To do: Which lines of the entries below run from the one holding "Describe this map" to the one holding "For a GIS import: What", inclusive? Set down exactly those lines and no others.

=== Begin Enclosure ===

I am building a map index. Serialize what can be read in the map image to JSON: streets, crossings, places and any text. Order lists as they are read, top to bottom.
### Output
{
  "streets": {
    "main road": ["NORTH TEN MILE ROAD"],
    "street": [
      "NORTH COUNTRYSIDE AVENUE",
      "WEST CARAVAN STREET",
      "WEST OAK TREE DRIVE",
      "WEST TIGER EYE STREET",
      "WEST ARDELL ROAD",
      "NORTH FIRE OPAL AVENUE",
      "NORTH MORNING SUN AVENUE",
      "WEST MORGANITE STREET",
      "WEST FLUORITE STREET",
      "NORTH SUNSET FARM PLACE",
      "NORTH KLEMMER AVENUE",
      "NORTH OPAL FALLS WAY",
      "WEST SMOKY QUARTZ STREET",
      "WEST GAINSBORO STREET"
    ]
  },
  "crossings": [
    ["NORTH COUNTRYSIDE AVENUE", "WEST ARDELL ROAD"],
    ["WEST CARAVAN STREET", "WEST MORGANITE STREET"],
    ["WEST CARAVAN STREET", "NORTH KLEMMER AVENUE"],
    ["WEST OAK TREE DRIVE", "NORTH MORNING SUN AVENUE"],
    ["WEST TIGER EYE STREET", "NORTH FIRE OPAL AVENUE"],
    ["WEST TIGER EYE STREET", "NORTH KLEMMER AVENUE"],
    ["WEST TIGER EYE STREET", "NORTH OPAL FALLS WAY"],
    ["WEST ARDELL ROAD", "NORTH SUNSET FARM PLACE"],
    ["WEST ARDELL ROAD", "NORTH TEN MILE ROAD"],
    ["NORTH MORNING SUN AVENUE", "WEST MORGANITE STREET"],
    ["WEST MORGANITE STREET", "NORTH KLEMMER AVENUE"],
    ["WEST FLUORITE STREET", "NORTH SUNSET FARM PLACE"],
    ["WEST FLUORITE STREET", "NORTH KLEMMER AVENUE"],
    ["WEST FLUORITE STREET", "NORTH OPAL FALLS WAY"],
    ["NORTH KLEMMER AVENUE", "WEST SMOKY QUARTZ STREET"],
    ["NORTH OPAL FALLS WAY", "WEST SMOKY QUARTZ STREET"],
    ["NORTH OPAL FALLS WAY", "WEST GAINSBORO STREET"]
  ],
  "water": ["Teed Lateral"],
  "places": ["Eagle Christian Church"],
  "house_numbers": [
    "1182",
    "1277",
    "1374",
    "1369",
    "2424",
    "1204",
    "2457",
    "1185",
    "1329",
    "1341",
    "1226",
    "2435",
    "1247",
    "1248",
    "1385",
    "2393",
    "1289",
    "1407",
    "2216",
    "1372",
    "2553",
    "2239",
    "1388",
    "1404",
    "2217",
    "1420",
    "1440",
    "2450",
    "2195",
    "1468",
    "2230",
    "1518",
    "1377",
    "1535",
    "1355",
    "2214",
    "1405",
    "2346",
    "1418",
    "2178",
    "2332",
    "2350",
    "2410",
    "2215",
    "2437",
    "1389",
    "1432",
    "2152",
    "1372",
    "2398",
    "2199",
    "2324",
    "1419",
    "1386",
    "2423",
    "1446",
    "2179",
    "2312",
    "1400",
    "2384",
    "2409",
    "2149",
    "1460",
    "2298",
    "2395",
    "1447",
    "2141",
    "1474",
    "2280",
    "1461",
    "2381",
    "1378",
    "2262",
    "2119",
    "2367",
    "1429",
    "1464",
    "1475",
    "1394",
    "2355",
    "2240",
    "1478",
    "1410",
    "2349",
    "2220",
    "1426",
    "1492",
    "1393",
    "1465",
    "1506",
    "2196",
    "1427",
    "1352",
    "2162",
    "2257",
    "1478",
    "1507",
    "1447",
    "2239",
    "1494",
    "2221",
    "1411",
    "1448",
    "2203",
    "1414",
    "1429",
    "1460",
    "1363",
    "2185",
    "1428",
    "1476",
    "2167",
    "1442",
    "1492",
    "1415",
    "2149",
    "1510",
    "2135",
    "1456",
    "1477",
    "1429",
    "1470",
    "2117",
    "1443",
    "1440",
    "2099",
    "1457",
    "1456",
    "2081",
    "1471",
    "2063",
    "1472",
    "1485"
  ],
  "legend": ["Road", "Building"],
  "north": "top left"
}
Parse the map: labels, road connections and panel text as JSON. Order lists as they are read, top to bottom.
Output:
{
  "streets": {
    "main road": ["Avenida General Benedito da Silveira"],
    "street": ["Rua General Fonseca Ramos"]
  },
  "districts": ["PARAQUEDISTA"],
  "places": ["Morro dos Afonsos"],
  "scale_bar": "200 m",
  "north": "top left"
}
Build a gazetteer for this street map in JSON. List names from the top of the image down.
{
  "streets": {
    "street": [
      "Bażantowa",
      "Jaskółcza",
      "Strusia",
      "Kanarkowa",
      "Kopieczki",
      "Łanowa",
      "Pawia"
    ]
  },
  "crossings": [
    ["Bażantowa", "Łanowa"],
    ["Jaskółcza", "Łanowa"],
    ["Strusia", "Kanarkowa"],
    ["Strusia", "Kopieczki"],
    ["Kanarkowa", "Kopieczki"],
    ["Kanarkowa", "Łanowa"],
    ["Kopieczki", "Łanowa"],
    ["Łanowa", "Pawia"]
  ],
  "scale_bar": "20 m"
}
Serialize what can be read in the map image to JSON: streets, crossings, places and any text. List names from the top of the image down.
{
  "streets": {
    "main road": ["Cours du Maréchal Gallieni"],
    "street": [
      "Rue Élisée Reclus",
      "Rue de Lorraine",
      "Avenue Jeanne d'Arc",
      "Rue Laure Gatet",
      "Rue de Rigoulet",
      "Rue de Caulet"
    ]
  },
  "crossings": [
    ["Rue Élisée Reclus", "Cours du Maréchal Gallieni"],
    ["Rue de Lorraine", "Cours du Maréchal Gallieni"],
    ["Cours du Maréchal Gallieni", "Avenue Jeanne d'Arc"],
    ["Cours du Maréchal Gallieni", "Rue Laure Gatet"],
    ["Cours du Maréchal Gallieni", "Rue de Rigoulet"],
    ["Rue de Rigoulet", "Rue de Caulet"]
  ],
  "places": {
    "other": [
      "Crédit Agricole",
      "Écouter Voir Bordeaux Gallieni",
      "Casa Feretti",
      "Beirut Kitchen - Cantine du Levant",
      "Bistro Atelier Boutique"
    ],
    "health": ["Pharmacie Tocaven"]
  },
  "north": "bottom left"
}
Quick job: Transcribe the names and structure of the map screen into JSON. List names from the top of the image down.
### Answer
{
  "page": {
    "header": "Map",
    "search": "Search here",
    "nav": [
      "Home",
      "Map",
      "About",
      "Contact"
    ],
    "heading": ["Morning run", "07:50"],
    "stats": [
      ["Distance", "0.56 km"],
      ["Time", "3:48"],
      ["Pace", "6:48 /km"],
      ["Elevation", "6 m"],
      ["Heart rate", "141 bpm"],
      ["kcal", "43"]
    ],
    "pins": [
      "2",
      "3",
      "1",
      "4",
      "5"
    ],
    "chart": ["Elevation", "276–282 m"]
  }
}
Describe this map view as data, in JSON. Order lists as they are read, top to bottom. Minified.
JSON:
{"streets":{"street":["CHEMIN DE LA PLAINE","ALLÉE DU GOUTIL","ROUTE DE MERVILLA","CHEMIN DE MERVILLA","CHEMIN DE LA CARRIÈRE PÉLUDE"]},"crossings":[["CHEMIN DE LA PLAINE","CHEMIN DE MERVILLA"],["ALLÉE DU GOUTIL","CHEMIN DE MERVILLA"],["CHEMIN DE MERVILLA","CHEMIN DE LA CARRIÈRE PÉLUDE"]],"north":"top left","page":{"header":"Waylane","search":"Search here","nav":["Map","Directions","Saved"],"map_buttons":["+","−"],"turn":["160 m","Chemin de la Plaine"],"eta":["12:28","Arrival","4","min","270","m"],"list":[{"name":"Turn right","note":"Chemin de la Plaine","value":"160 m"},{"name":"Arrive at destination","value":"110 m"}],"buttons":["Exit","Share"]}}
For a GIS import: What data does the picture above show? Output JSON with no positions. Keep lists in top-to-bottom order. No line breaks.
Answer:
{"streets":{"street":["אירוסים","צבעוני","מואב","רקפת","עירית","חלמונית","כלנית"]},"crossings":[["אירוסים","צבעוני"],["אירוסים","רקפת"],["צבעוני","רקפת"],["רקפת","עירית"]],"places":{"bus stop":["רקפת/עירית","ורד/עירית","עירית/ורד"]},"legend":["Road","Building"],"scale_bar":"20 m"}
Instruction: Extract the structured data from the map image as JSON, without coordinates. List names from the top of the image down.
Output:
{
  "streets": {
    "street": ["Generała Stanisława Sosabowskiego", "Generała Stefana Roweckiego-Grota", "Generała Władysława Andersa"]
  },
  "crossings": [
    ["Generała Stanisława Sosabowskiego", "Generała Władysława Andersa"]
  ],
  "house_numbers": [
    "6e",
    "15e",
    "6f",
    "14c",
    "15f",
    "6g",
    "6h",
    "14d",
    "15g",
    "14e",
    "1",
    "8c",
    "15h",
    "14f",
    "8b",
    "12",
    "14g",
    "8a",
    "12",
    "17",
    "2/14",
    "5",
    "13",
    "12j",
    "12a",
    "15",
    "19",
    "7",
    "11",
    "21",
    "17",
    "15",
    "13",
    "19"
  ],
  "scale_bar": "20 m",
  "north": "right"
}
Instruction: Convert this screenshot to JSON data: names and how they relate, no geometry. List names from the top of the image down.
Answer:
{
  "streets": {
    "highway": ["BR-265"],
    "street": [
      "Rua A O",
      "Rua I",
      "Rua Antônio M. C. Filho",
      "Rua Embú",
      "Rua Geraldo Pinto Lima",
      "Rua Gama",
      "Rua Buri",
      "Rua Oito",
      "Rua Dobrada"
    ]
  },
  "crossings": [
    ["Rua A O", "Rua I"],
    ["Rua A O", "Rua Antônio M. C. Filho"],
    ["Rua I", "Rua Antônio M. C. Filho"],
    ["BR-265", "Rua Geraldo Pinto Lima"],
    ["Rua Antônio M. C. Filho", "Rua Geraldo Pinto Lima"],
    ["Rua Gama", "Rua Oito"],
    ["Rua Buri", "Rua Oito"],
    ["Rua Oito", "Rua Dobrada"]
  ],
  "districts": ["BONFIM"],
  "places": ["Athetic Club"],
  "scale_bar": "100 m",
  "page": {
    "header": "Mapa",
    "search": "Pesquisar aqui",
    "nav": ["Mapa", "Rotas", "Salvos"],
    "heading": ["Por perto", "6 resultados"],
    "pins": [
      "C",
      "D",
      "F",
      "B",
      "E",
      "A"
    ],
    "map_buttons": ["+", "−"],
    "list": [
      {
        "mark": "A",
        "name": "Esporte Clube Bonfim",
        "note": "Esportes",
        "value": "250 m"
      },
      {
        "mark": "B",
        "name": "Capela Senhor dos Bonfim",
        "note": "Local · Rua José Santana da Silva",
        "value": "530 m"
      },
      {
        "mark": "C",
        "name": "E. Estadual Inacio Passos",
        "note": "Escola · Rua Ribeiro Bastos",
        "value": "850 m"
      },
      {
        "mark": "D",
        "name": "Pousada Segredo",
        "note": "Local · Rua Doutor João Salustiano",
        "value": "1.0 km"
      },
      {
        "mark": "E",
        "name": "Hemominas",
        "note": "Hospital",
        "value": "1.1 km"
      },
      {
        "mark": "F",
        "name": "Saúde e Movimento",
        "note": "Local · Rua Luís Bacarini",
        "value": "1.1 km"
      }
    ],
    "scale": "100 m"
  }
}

=== End Enclosure ===

Problem solution:
Describe this map view as data, in JSON. Order lists as they are read, top to bottom. Minified.
JSON:
{"streets":{"street":["CHEMIN DE LA PLAINE","ALLÉE DU GOUTIL","ROUTE DE MERVILLA","CHEMIN DE MERVILLA","CHEMIN DE LA CARRIÈRE PÉLUDE"]},"crossings":[["CHEMIN DE LA PLAINE","CHEMIN DE MERVILLA"],["ALLÉE DU GOUTIL","CHEMIN DE MERVILLA"],["CHEMIN DE MERVILLA","CHEMIN DE LA CARRIÈRE PÉLUDE"]],"north":"top left","page":{"header":"Waylane","search":"Search here","nav":["Map","Directions","Saved"],"map_buttons":["+","−"],"turn":["160 m","Chemin de la Plaine"],"eta":["12:28","Arrival","4","min","270","m"],"list":[{"name":"Turn right","note":"Chemin de la Plaine","value":"160 m"},{"name":"Arrive at destination","value":"110 m"}],"buttons":["Exit","Share"]}}
For a GIS import: What data does the picture above show? Output JSON with no positions. Keep lists in top-to-bottom order. No line breaks.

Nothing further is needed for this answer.